What do the experts say?
Former Ipswich midfielder Paul Anderson: “There is no doubt he’s a great talent with lots of ability.”
Ipswich manager Mick McCarthy: “He is going to play in the Premier League, no doubt about that. Whatever happens, he will play there because he’s that good. This is no false dawn. I’m not looking through rose-tinted glasses. He can be top class.”
Ipswich legend Mick Mills: “He’s like a quarterback. He’s so young to be doing that sort of thing. I remember playing with Ray [Wilkins] and that is all he would do – never going beyond the ball but always supporting. Teddy has got this art of setting himself up behind where the play is and he’s doing it very well. If he continues to do it he will be a very useful player.”
Where does the future lie?
If Bishop can shake off the niggling injuries and add some mass to his body, the Premier League is certainly where the midfielder will be playing his football in the future.

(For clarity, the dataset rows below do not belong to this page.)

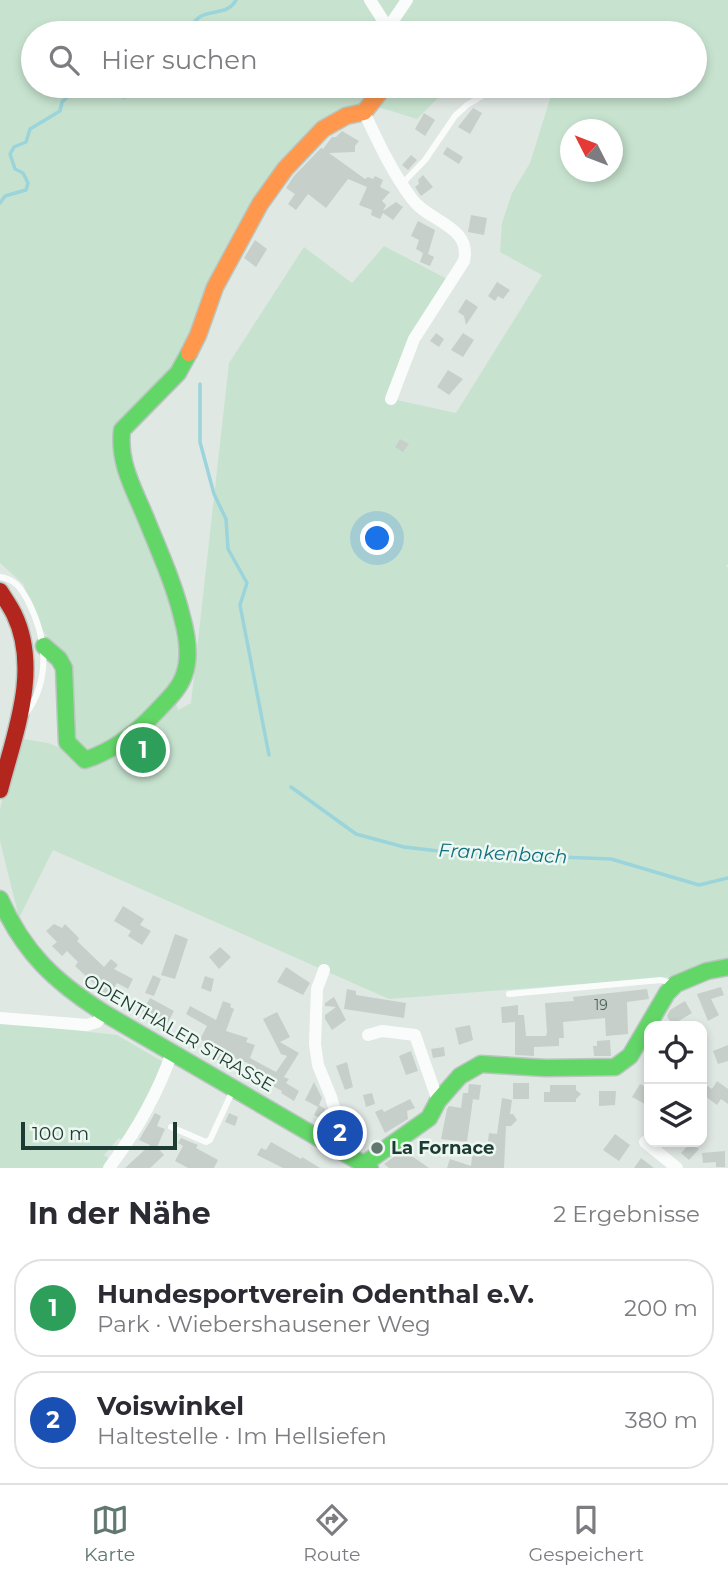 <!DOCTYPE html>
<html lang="de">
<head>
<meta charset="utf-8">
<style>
	:root { --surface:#fff; --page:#f7f7f7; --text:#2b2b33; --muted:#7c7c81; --line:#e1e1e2; --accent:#617870 }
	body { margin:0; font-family:Montserrat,sans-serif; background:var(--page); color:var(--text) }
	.controls { position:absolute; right:21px; bottom:21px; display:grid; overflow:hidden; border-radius:14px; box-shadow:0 4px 10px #0003 }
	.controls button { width:63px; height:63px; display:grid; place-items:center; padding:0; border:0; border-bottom:2px solid var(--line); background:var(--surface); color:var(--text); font:35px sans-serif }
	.compass { position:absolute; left:560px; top:119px; width:63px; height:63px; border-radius:50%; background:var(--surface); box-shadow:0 4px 10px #0003; rotate:312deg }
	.scale { position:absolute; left:21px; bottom:18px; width:156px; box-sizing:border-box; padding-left:7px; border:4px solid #1d3b32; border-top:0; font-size:19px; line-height:24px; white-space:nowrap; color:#1d3b32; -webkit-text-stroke:5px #edf7f2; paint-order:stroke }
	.you { position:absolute; left:378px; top:539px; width:24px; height:24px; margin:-18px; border:5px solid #fff; border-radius:50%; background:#1a73e8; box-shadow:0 0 0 10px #1a73e833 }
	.badge { display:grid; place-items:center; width:46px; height:46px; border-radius:50%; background:var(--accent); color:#fff; font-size:23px; font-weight:700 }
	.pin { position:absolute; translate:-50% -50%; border:4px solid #fff; box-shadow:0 2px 7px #0006 }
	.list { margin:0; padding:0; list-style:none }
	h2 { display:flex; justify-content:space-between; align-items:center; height:91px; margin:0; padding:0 28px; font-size:30px }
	h2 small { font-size:23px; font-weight:400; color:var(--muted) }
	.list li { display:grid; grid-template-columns:46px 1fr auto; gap:21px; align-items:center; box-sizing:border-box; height:98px; margin:0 14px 14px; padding:0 14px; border:2px solid var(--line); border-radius:28px }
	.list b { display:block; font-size:26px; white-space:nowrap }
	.list p { margin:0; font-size:23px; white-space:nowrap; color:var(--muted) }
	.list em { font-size:23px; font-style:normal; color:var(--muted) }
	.icon { flex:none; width:38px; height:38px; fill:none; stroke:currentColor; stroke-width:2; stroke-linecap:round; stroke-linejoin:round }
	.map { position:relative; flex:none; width:728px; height:1168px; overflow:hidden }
	.search { position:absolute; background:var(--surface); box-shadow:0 4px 10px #0003; left:21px; right:21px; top:21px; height:77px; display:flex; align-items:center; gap:18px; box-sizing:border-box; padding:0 24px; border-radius:38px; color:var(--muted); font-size:26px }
	.sheet { height:315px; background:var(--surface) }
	nav { display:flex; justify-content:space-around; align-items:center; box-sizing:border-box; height:98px; border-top:2px solid var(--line); background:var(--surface); font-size:19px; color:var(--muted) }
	nav a { display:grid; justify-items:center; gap:4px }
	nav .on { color:var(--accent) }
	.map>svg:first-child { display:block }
	.green { fill:#c7e3cf; fill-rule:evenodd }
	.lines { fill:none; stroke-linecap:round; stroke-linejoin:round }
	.stream { stroke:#9bd4db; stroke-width:3.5 }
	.building { fill:#c7cfcb }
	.fast-casing { stroke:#b9c5bf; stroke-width:19 }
	.slow-casing { stroke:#b9c5bf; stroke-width:19 }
	.jam-casing { stroke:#b9c5bf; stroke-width:19 }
	.lane { stroke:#fafcfb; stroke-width:6 }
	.street { stroke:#fafcfb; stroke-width:12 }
	.fast { stroke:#63d668; stroke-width:16 }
	.slow { stroke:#ff974d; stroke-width:16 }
	.jam { stroke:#b3261e; stroke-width:16 }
	.poi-dot { fill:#617870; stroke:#edf7f2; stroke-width:2.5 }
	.labels { text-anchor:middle; stroke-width:5; stroke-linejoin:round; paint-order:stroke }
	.number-label { font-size:14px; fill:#486159 }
	.street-label { font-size:18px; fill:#1d3b32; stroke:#edf7f2 }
	.poi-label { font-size:18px; font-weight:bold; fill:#1d3b32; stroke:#edf7f2; text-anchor:start }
	.water-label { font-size:19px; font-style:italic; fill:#116e7d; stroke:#edf7f2 }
</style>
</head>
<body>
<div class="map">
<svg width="728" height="1168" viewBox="0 0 728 1168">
	<rect width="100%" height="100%" fill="#e0e8e4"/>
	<g class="green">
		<polygon points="0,0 371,0 389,33 33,33 33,86 385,86 283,168 197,334 118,443 172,583 183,679 96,757 75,752 65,691 51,645 38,621 23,584 0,563"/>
		<polygon points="375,0 406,0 390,24"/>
		<path d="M 409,0 L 728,0 L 728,565 L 726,565 L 728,568 L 728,963 L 671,977 L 389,999 L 53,850 L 19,918 L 0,841 L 0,809 L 17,738 L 48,743 L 93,761 L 174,698 L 178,710 L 191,703 L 229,363 L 304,247 L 352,283 L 384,246 L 451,281 L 436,307 L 392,399 L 456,413 L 542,275 L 500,252 L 502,223 L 512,193 L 530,163 L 554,86 L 695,86 L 695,33 L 392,33 ZM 570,130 L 612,130 L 612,172 L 570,172 Z"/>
		<polygon points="388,86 450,86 417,119 375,106"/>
		<polygon points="0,1022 117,1035 165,1063 126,1142 119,1138 104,1155 112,1161 106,1168 0,1168"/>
	</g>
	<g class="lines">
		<g class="stream">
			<path d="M 186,33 C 191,28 194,20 201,16 C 214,10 229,14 236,0"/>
			<polyline points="0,203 5,196 26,190 28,183 23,173 15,169 10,154 14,147 26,142 30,129 60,111 62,102 75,90 95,95 105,92 125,97 130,86"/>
			<polyline points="200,384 200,442 214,494 226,519 228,549 247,583 240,605 269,755"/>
			<polyline points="291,787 356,834 404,847 456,853 611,859 699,885 728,878"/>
		</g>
	</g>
	<g class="building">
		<polygon points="473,108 482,113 470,134 458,127"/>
		<polygon points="424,113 435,120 425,136 415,129"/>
		<polygon points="342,131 359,141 355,146 355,152 329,153 365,179 368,177 373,179 375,176 383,180 380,187 390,192 382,201 386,205 383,211 396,202 403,207 393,220 383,213 380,219 371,215 372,210 359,205 367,187 348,179 326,208 308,194 296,210 288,204 295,194 286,188 294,176 321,148 323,149 332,137 336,137"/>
		<polygon points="447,147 463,157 459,164 443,154"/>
		<polygon points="411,155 417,160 408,170 402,165"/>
		<polygon points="423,175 433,187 421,196 415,187 419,184 418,180"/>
		<polygon points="471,215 487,218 484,235 468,232"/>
		<polygon points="418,221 435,230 428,254 434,257 430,266 420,262 423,253 416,249 419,240 411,236"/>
		<polygon points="255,240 267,249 256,267 244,258"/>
		<polygon points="497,282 510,290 503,299 498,296 495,301 488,296"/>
		<polygon points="466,299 478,307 466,325 464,316 458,312"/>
		<polygon points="436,333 444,339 439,347 430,341"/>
		<polygon points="463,333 474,340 463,357 451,350"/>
		<polygon points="448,370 463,379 449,395 437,387"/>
		<polygon points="400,439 409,444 403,452 395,447"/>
		<polygon points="123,906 144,919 140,925 151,931 142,945 128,936 131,931 114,921"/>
		<polygon points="54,924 62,928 65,924 77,936 79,939 77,941 104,967 111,959 118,965 114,969 133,979 128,989 117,983 109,998 99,991 100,989 75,966 78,962 67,951 62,956 52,946 57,942 46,931"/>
		<polygon points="175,934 188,939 175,979 161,975"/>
		<polygon points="220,947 231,957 219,969 209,957"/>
		<polygon points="286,967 310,983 303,995 277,982"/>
		<polygon points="153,975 161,979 154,996 145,993"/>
		<polygon points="205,976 214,979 211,992 201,988"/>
		<polygon points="721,987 724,995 711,999 719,1015 708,1021 697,994"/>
		<polygon points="347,989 356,991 356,995 406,1003 404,1018 344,1009"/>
		<polygon points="647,989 649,999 627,1002 628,1034 606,1036 605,1018 563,1022 564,1038 559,1038 559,1046 534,1047 534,1056 515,1055 515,1022 502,1023 501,1007 518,1005 518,1015 524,1015 526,1036 546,1036 547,1032 545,1003 574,1001 573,997"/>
		<polygon points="334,997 346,1020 332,1030 325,1019 325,1015 336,1007 325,1006 325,1003"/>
		<polygon points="150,998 174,1011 166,1026 142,1012"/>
		<polygon points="223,1001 231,1004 230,1007 234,1009 226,1031 248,1038 246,1042 255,1045 250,1058 276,1072 287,1056 281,1054 263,1019 277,1012 290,1037 280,1042 299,1053 284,1077 289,1079 286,1083 299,1091 294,1101 281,1093 282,1091 251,1075 244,1070 248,1063 229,1056 226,1064 213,1058 217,1048 200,1039 207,1026 186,1014 190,1006 216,1020"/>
		<polygon points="685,1001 692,1013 672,1025 667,1016 670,1010"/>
		<polygon points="470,1025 473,1040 459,1045 455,1028"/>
		<polygon points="610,1040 611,1056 594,1056 593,1046 597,1046 597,1041"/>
		<polygon points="728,1045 728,1061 718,1064 713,1051"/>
		<polygon points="444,1047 445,1056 433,1058 431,1049"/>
		<polygon points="411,1051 418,1071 406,1075 399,1056"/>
		<polygon points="347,1062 353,1087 345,1090 336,1066"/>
		<polygon points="717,1081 728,1089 728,1104 721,1099 717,1105 702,1094 706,1085 712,1089"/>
		<polygon points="314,1082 322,1098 319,1105 325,1109 328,1118 326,1121 314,1115 318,1107 305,1100"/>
		<rect x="513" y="1083" width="16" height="16"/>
		<polygon points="469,1084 481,1085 479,1100 473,1099 467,1142 441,1139 447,1109 449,1106 461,1108 463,1093 468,1093"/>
		<polygon points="640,1084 649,1089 649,1098 645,1104 632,1097"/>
		<polygon points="550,1085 576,1085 576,1090 581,1094 576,1099 576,1102 544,1102 544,1092 550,1092"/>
		<polygon points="599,1091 616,1091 615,1105 599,1106"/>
		<polygon points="372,1093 375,1104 366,1107 363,1095"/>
		<polygon points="502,1098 512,1100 510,1114 513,1114 517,1120 511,1126 506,1126 504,1168 447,1168 450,1159 471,1166 473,1148 487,1149 489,1133 497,1134"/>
		<polygon points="410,1099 415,1108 407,1111 408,1119 385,1133 375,1112 382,1109 384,1112"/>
		<polygon points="155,1113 161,1116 157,1126 165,1129 157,1147 164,1155 150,1168 125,1168 150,1145 139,1140"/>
		<polygon points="229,1113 238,1117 235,1126 225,1122"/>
		<polygon points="615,1134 630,1145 619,1161 603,1150"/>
		<polygon points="181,1138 198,1145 196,1148 218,1160 214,1168 188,1168 175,1161 183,1146 178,1143"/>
		<polygon points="271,1142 301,1159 302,1157 320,1168 283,1168 257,1155 261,1148 266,1150"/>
		<polygon points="691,1142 699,1149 689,1160 681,1153"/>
		<polygon points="403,1150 429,1168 389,1168 384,1164"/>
		<polygon points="725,1151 725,1167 716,1167 716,1162 703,1163 702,1153"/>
		<polygon points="641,1158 654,1168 634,1168"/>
	</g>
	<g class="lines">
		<defs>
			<g id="fast">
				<path d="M 44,646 L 59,659 L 64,668 L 67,742 L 85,760 C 113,751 135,734 155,713 C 166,701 179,690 184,675 C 191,656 187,635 182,617 C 174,584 160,553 147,521 C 135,491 118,464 122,430 L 178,373 L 189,353"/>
				<path d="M 0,899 C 24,953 55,982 104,1013 L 370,1168"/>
				<polyline points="364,1164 429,1118 438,1101 460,1076 481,1064 546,1068 615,1067 630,1056 667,993 676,984 707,971 728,967"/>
			</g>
			<polyline id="slow" points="189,353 198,335 215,287 260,204 285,169 323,129 346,116 364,112 385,86"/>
			<path id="jam" d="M 0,591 C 5,599 10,606 14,614 C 41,670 14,735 0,790"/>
		</defs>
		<use href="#fast" class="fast-casing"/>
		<use href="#slow" class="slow-casing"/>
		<use href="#jam" class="jam-casing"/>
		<g class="lane">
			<polyline points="402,184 425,160 455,116 467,105 487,93"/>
			<path d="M 0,577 C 15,579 21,588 28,601 C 47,638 51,680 25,715"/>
			<polyline points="509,994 661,980 674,984"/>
			<polyline points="171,1127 206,1142 210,1140 233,1090"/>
		</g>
		<g class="street">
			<polyline points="370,0 388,28 388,33"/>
			<polyline points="388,28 407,0"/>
			<path d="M 364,112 C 378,142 392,172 412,199 C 429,222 472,226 464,261 L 414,339 L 391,399"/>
			<polyline points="324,970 317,989 315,1044 318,1065 331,1097 339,1125 338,1148"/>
			<polyline points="0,1018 87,1025 97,1022 104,1013"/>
			<polyline points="368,1035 382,1031 415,1035 438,1101"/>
			<polyline points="645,1142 677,1168"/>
			<path d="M 109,1168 C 135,1133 158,1094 172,1052"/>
		</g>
		<use href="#fast" class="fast"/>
		<use href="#slow" class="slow"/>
		<use href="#jam" class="jam"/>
	</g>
	<circle class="poi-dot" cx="377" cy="1148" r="7"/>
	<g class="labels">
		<g class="number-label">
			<text x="601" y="1010">19</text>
		</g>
		<g class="street-label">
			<text transform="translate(179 1033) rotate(30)" y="6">ODENTHALER STRASSE</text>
		</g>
		<g class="poi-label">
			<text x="391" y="1154">La Fornace</text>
		</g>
		<g class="water-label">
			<text transform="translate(503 853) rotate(3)" y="7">Frankenbach</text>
		</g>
	</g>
</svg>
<div class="controls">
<button><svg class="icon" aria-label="locate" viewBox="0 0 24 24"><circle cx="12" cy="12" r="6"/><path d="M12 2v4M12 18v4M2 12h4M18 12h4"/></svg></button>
<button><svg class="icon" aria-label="layers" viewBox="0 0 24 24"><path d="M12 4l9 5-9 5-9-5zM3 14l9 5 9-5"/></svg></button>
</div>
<svg class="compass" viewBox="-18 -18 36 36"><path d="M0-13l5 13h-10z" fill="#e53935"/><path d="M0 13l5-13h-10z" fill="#7c7c81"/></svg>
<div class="scale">100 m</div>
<div class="you"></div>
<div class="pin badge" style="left:143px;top:750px;background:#2e9e5b">1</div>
<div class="pin badge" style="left:340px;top:1133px;background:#1a4fb4">2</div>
<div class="search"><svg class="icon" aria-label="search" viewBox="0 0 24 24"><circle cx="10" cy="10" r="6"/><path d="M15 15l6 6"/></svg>Hier suchen</div>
</div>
<section class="sheet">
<h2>In der Nähe<small>2 Ergebnisse</small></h2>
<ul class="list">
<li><span class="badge" style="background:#2e9e5b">1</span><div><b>Hundesportverein Odenthal e.V.</b><p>Park · Wiebershausener Weg</p></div><em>200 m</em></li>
<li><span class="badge" style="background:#1a4fb4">2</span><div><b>Voiswinkel</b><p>Haltestelle · Im Hellsiefen</p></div><em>380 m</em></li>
</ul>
</section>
<nav>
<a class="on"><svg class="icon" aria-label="map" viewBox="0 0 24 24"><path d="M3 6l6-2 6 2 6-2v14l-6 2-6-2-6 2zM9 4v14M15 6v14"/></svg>Karte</a>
<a><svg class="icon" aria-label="directions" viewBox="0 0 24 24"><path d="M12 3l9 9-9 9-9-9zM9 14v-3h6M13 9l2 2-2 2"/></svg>Route</a>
<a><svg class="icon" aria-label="saved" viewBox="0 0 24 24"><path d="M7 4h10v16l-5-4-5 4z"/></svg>Gespeichert</a>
</nav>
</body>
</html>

Although he made significant strides last summer in bulking up, something that Bishop himself declared would help his game, another pre-season in the gym and another year of growing will certainly see the teenager reach the physical standard needed to truly become a force in the deep lying role.
The one question that remains unanswered on his impending future is whether he’ll become a Premier League player with Ipswich or with one of the big Premier League clubs who have been regularly scouting him during his developing years.
As speculation constantly links Bishop with moves to Manchester United, Arsenal and Liverpool, if Ipswich fail to reach the play-offs, which looks highly likely, it could be likely he could finally make the step up.
While the move is possible, it might also be wise for the 19-year-old to stay at Portman Road for another campaign to rid himself of the injuries that have plagued him and get another season of first-team football under his belt.